What's the simplest way to get this behavior?
struct C {
void m(int x) {
(void) x;
_asm int 3;
}};
typedef void (*cb_t)(int);
int main() {
C c;
boost::function<void (int x)> cb = boost::bind(&C::m, &c, _1);
cb_t raw_cb = *cb.target<cb_t>(); //null dereference
raw_cb(1);
return 0;
}
You can make your own class to do the same thing as the boost bind function. All the class has to do is accept the function type and a pointer to the object that contains the function. For example, this is a void return and void param delegate:
template<typename owner>
class VoidDelegate : public IDelegate
{
public:
VoidDelegate(void (owner::*aFunc)(void), owner* aOwner)
{
mFunction = aFunc;
mOwner = aOwner;
}
~VoidDelegate(void)
{}
void Invoke(void)
{
if(mFunction != 0)
{
(mOwner->*mFunction)();
}
}
private:
void (owner::*mFunction)(void);
owner* mOwner;
};
Usage:
class C
{
void CallMe(void)
{
std::cout << "called";
}
};
int main(int aArgc, char** aArgv)
{
C c;
VoidDelegate<C> delegate(&C::CallMe, &c);
delegate.Invoke();
}
Now, since VoidDelegate<C> is a type, having a collection of these might not be practical, because what if the list was to contain functions of class B too? It couldn't.
This is where polymorphism comes into play. You can create an interface IDelegate, which has a function Invoke:
class IDelegate
{
virtual ~IDelegate(void) { }
virtual void Invoke(void) = 0;
}
If VoidDelegate<T> implements IDelegate you could have a collection of IDelegates and therefore have callbacks to methods in different class types.
Either you can shove that bound parameter into a global variable and create a static function that can pick up the value and call the function on it, or you're going to have to generate per-instance functions on the fly - this will involve some kind of on the fly code-gen to generate a stub function on the heap that has a static local variable set to the value you want, and then calls the function on it.
The first way is simple and easy to understand, but not at all thread-safe or reentrant.
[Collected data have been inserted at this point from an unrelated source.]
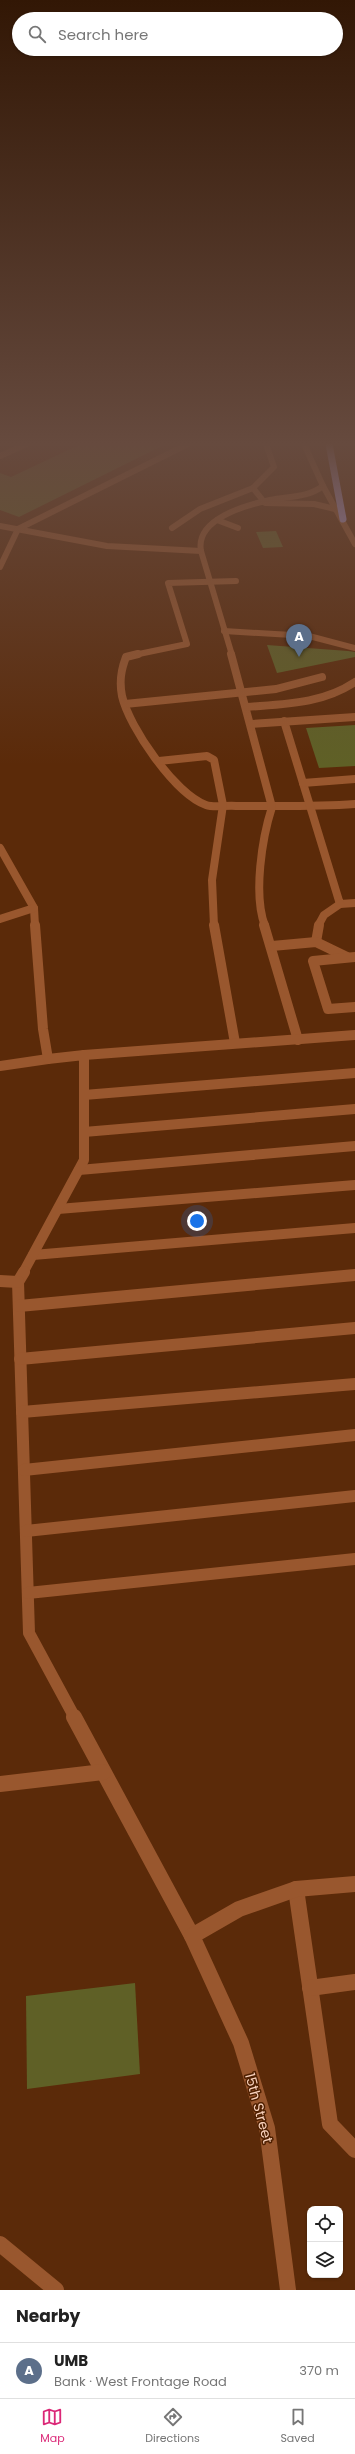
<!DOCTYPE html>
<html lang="en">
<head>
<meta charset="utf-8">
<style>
  body { margin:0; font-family:Poppins,sans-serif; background:#f2f2f2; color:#222 }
  .controls { position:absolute; right:12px; bottom:12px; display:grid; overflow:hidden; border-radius:8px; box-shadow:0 1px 3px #0004 }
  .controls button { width:36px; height:36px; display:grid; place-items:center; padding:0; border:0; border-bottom:1px solid #e0e0e0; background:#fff; color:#222; font:20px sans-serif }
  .you { position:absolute; left:197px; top:1221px; width:14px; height:14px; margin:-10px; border:3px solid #fff; border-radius:50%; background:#1a73e8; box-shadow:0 0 0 6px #1a73e833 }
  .badge { display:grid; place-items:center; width:26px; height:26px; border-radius:50%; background:#db2777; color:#fff; font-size:13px; font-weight:700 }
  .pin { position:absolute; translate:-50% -33px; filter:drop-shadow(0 1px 2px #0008) }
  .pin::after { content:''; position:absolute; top:21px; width:14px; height:12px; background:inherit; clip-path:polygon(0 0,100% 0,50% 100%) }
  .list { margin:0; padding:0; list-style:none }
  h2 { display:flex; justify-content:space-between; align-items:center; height:52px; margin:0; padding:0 16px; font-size:17px }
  h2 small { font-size:13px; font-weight:400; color:#767676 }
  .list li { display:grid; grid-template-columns:26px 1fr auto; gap:12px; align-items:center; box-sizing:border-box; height:56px; padding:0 16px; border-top:1px solid #e0e0e0 }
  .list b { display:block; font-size:15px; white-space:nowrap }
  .list p { margin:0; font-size:13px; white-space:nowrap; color:#767676 }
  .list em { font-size:13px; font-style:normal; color:#767676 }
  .icon { flex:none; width:22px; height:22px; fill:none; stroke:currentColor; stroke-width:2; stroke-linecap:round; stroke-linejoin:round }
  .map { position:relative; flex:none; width:355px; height:2290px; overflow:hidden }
  .search { position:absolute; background:#fff; box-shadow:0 1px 3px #0004; left:12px; right:12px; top:12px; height:44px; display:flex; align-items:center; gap:10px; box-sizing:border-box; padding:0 14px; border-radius:22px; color:#767676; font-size:15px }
  .sheet { height:108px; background:#fff }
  nav { display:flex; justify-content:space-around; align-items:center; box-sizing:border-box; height:56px; border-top:1px solid #e0e0e0; background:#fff; font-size:11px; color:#767676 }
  nav a { display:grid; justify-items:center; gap:2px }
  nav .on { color:#db2777 }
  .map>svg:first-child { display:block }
  .building { fill:#5f6026 }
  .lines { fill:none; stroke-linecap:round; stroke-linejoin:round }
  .lane-far4 { stroke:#99572e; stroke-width:6 }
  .lane-far3 { stroke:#99572e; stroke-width:8 }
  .lane-far2 { stroke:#99572e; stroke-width:10 }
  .lane-far1 { stroke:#99572e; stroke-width:12 }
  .lane { stroke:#99572e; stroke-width:16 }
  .street { stroke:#99572e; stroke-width:16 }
  .secondary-far1 { stroke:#99572e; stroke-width:6 }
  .secondary { stroke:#99572e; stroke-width:16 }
  .highway { stroke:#b3a8f8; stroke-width:7 }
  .labels { text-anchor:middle; stroke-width:3; stroke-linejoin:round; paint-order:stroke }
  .near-street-label { font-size:14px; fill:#f8d1bc; stroke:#4f2000 }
</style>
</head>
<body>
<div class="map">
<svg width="355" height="2290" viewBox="0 0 355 2290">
  <rect width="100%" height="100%" fill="#5b2a09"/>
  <g class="building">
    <path d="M81 444H166L19 517 0 510V473L11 477Z"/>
    <path d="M276 531 283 547 263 548 256 532Z"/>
    <path d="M267 645 348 651 355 652V657L277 673Z"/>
    <path d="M355 725V766L319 768 306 728Z"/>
    <path d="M135 1983 140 2074 27 2089 26 1996Z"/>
  </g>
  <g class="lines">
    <g class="lane-far4">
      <path d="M266 444 274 467 253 488 265 503 314 504 335 509"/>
      <path d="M0 456 27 444"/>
      <path d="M217 520 238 528"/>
      <path d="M0 526 107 546 201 551 232 655"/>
      <path d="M172 528 200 509 253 488"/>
      <path d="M201 551C195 519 246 505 270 500 289 496 307 498 323 486"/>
      <path d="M0 567 18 529 188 444"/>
      <path d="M224 631 309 636 355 648"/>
      <path d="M134 655 187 644 168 583 236 581"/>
    </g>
    <g class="lane-far3">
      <path d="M138 654 126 657C121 670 119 681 122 696 129 727 175 794 206 805 214 808 227 805 236 806 276 806 315 807 355 804"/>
      <path d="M231 654 272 807C262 838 253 895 265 926"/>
      <path d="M125 704 276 689 322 677"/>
      <path d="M247 707C285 704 322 704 355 682"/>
      <path d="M284 721 340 904 355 903"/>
      <path d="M251 724 355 717"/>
      <path d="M159 761 207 756 214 760 223 805 212 880 214 926"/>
      <path d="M303 783 355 779"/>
      <path d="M0 848 34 908 35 926"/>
      <path d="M0 919 34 908"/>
      <path d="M318 926 324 915 340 904"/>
    </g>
    <g class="lane-far2">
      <path d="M214 925 235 1043"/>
      <path d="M264 925 298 1040"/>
      <path d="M316 942 319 925"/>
      <path d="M272 946 316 942 347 957"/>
      <path d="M355 957 313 961 328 1009 355 1007"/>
      <path d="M84 1055 355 1035"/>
      <path d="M0 1066 48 1059"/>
      <path d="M84 1095 355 1073"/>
      <path d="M84 1132 355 1109"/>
      <path d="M79 1170 355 1146"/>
      <path d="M58 1209 355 1185"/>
      <path d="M33 1255 355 1228"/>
      <path d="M23 1273 84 1160V1055L48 1059 43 1029 35 925"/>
    </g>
    <g class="lane-far1">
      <path d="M24 1272 18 1282 29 1633 75 1718"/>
      <path d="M0 1281 18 1282"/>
      <path d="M19 1306 355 1275"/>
      <path d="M20 1359 355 1328"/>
      <path d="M22 1412 355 1384"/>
      <path d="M24 1470 355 1435"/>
      <path d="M26 1531 355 1496"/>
      <path d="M28 1593 355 1559"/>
    </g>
    <g class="lane">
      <path d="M74 1717 192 1936"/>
      <path d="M0 1784 103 1772"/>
      <path d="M296 1889 330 2124 355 2150"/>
      <path d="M310 1988 355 1982"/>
    </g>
    <path class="street" d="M288 2290 267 2128 241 2043 192 1936 239 1909 296 1889 355 1884"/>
    <path class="secondary-far1" d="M304 444 323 486 355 544"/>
    <path class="secondary" d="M0 2244 56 2290"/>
    <path class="highway" d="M329 444 343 519"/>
  </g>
  <linearGradient id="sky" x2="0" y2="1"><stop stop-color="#321705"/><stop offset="0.58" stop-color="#664a3e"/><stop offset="1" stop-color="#664a3e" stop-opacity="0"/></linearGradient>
  <rect width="355" height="765" fill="url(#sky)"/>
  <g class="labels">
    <g class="near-street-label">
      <text transform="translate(259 2108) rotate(75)" y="5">15th Street</text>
    </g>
  </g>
</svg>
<div class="controls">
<button><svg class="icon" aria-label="locate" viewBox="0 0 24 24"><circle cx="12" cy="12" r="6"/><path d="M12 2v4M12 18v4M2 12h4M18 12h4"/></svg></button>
<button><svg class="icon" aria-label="layers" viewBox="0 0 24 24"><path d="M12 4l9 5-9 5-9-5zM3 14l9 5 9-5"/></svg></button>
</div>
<div class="you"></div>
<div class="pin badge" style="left:299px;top:657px;background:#5c6f8a">A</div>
<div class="search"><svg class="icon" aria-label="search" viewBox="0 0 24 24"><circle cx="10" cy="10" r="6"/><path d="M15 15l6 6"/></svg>Search here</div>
</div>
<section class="sheet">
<h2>Nearby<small></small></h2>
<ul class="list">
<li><span class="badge" style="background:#5c6f8a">A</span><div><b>UMB</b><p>Bank · West Frontage Road</p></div><em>370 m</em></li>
</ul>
</section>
<nav>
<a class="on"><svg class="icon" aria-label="map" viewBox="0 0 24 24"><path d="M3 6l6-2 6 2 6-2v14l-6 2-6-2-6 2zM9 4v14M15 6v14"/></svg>Map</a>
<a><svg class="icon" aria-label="directions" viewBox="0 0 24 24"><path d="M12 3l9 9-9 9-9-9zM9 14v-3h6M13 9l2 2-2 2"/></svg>Directions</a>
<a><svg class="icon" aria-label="saved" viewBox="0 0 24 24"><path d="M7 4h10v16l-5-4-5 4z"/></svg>Saved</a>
</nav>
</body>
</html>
The second version is messy and difficult, but thread-safe and reentrant if done right.
Edit: I just found out that ATL uses the code generation technique to do exactly this - they generate thunks on the fly that set up the this pointer and other data and then jump to the call back function. Here's a CodeProject article that explains how that works and might give you an idea of how to do it yourself. Particularly look at the last sample (Program 77).
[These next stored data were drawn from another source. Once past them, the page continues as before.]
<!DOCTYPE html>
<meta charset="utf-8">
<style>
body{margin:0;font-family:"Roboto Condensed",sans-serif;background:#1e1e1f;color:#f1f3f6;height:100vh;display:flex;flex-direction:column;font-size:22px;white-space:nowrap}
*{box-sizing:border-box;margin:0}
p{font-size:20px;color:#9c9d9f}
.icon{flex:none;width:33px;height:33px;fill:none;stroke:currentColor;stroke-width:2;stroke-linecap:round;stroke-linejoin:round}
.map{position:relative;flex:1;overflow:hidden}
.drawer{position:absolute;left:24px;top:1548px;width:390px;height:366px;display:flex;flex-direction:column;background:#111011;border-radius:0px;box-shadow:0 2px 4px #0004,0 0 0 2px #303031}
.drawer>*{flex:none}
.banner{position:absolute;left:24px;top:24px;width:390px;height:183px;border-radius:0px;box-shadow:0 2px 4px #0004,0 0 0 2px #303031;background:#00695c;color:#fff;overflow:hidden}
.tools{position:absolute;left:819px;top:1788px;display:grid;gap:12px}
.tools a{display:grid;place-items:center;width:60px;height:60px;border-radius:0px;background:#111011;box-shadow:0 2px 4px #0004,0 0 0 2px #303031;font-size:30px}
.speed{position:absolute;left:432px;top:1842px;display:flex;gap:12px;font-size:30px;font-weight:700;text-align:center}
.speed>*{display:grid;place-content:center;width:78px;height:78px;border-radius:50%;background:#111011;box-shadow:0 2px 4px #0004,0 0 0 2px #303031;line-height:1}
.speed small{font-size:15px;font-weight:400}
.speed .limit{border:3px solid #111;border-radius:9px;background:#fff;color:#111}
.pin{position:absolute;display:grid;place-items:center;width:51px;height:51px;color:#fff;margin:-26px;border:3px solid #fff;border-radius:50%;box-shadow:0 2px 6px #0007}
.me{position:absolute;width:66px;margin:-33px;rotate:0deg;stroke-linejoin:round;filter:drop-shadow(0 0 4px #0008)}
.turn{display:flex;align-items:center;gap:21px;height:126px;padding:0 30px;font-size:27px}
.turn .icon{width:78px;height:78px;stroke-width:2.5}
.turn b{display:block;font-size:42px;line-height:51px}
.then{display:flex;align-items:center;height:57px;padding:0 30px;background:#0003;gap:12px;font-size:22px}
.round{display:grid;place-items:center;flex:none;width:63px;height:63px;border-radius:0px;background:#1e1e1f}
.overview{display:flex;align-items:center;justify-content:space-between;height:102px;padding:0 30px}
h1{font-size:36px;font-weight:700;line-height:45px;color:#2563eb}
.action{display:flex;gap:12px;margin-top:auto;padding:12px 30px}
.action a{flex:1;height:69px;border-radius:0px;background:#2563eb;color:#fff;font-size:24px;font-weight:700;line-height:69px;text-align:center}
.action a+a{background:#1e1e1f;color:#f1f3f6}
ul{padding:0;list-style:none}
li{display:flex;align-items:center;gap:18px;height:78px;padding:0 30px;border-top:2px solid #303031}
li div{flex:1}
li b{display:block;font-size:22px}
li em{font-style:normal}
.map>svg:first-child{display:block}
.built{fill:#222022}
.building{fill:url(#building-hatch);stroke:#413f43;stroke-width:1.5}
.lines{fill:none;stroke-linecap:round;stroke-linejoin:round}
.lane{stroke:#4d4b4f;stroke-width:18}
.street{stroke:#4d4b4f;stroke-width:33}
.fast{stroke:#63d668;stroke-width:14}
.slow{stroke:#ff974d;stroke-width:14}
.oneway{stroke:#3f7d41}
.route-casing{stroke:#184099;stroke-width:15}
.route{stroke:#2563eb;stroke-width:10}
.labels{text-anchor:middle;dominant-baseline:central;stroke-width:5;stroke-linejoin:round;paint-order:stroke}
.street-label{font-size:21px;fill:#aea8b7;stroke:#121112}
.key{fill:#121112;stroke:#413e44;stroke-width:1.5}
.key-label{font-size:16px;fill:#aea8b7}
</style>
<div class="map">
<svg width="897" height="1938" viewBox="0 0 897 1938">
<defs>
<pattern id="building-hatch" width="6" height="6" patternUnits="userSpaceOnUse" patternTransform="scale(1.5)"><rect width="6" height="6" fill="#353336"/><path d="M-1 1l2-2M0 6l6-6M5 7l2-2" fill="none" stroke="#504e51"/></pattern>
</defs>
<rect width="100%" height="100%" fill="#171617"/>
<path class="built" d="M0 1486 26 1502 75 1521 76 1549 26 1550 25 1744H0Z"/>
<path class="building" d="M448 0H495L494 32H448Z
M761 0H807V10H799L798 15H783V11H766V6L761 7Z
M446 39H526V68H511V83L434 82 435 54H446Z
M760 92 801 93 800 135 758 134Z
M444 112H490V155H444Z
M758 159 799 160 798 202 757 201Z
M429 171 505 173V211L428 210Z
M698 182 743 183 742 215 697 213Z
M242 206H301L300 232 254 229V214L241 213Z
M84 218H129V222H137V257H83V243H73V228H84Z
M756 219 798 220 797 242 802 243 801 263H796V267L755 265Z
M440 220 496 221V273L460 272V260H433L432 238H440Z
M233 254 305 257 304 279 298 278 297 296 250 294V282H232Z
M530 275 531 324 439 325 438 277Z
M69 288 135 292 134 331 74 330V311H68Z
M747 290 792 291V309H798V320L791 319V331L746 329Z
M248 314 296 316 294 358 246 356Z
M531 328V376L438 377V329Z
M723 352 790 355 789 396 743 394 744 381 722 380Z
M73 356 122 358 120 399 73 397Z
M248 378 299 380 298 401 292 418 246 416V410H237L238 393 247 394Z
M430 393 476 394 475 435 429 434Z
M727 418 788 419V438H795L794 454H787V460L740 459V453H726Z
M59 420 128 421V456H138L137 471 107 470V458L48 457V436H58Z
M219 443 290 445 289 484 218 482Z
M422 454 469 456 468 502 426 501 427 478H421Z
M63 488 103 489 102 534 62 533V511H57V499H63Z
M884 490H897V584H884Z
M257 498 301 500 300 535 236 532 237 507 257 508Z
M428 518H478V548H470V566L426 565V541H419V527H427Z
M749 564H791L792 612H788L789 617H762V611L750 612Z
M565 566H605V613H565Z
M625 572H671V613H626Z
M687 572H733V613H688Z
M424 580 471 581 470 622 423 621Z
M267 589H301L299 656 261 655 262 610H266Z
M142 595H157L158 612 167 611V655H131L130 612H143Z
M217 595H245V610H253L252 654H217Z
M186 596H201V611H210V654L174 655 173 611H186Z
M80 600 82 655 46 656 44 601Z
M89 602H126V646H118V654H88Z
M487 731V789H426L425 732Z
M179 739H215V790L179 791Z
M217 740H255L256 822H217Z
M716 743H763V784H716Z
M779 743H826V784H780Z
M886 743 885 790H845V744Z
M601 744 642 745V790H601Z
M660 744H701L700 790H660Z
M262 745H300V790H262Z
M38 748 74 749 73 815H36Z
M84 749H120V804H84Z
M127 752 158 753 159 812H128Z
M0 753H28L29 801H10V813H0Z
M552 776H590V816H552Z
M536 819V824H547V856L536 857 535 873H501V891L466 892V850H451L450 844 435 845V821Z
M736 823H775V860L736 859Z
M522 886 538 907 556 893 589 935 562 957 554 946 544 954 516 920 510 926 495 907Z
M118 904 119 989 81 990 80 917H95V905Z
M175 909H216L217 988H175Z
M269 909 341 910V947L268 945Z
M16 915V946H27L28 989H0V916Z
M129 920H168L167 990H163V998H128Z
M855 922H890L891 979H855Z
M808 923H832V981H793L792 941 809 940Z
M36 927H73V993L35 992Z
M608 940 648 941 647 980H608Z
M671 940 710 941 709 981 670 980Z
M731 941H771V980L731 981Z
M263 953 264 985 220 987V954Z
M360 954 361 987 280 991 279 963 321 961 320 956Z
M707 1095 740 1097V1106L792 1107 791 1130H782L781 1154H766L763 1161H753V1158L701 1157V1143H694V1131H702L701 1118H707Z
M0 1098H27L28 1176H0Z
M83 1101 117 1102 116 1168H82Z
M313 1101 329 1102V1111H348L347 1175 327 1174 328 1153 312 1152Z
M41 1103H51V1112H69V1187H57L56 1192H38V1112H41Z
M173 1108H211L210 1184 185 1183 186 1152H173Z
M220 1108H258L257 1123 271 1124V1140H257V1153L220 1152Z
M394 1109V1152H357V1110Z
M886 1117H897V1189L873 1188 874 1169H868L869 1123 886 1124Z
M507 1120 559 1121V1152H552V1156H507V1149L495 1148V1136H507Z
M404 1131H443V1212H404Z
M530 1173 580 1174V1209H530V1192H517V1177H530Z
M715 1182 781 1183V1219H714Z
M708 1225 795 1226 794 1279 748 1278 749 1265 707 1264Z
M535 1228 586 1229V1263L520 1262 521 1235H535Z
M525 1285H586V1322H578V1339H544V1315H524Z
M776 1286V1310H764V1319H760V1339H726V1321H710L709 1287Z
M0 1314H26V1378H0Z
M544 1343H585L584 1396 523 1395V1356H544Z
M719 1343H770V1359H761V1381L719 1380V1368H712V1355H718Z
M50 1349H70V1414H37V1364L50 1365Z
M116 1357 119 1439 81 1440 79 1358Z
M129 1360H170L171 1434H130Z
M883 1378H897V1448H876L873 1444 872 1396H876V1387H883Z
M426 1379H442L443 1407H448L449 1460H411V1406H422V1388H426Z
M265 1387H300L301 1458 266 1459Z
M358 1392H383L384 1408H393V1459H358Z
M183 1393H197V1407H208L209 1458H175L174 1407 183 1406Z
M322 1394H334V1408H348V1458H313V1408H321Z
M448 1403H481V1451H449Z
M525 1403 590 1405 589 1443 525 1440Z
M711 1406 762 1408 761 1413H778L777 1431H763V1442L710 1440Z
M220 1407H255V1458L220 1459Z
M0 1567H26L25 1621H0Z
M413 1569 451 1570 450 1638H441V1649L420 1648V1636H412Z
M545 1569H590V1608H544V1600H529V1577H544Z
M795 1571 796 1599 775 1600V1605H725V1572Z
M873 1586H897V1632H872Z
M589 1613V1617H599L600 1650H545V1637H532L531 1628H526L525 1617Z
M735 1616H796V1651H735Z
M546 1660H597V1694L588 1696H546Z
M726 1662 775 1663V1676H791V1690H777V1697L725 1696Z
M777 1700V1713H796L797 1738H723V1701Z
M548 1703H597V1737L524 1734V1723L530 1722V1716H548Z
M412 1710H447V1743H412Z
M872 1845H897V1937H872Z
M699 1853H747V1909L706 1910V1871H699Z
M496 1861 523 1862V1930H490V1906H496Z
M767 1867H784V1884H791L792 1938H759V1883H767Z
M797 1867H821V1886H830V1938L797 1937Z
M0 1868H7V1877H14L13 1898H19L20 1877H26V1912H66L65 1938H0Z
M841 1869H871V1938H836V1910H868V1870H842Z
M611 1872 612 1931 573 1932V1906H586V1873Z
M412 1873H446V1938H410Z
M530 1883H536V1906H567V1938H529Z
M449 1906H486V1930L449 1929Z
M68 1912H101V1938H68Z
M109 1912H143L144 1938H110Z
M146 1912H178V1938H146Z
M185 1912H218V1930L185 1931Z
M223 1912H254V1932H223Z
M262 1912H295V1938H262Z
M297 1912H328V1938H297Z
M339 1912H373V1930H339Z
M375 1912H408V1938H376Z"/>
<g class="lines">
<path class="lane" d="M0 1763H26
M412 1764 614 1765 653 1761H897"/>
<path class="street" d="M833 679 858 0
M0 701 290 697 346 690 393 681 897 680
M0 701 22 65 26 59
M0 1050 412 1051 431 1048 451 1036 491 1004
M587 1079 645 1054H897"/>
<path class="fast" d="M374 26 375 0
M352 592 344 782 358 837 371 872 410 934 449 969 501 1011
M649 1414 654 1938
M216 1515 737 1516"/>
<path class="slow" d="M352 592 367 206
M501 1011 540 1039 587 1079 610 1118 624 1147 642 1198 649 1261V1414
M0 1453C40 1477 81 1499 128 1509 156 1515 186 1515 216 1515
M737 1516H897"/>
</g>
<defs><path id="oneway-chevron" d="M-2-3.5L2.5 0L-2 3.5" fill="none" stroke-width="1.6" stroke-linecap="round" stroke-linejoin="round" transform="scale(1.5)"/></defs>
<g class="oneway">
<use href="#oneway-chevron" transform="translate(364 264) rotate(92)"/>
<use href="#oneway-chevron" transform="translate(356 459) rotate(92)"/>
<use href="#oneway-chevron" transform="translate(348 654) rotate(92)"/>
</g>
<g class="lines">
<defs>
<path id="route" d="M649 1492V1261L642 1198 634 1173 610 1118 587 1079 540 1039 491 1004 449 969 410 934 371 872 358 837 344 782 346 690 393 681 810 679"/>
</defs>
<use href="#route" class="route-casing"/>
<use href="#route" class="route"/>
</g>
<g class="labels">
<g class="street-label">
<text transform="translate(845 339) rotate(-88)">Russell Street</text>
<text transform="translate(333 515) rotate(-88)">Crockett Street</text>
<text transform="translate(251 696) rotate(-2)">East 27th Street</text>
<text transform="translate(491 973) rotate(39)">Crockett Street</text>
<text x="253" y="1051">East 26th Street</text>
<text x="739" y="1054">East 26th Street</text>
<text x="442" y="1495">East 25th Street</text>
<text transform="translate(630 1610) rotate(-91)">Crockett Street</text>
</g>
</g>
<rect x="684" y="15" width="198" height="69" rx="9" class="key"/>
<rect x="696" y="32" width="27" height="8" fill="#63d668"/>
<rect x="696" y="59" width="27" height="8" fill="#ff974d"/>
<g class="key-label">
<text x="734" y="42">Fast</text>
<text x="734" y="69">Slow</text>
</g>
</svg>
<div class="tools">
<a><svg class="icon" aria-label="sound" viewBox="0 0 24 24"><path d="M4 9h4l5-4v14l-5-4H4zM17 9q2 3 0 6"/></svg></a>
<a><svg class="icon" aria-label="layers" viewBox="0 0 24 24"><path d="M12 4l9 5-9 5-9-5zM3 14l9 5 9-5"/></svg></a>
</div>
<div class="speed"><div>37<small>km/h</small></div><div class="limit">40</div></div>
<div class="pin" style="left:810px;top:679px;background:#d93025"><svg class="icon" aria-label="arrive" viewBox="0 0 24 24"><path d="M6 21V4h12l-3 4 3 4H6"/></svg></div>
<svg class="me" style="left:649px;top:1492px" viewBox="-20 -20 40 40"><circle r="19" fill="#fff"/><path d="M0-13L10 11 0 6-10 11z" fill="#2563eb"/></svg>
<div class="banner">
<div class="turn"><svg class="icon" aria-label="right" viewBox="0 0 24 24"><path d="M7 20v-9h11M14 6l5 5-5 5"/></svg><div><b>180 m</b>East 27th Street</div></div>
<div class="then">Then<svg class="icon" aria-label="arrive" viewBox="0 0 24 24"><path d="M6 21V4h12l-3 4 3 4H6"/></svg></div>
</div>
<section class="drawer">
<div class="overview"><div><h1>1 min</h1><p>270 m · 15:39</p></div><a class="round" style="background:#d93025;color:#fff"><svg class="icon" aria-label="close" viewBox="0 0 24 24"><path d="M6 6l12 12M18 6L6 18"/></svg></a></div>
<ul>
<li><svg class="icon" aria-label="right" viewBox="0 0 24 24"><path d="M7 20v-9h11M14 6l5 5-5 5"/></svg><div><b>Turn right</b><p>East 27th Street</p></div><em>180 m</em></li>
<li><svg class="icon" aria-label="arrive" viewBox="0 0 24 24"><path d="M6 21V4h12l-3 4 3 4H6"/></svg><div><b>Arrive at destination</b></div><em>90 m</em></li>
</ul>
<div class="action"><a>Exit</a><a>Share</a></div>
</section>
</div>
Note that since the article was written DEP has come into existance and you'll need to use VirtualAlloc with PAGE_EXECUTE_READWRITE to get a chunk of memory where you can allocate your thunks and execute them.
#include <iostream>
typedef void(*callback_t)(int);
template< typename Class, void (Class::*Method_Pointer)(void) >
void wrapper( int class_pointer )
{
Class * const self = (Class*)(void*)class_pointer;
(self->*Method_Pointer)();
}
class A
{
public:
int m_i;
void callback( )
{ std::cout << "callback: " << m_i << std::endl; }
};
int main()
{
A a = { 10 };
callback_t cb = &wrapper<A,&A::callback>;
cb( (int)(void*)&a);
}
i have it working right now by turning C into a singleton, factoring C::m into C::m_Impl, and declaring static C::m(int) which forwards to the singleton instance. talk about a hack.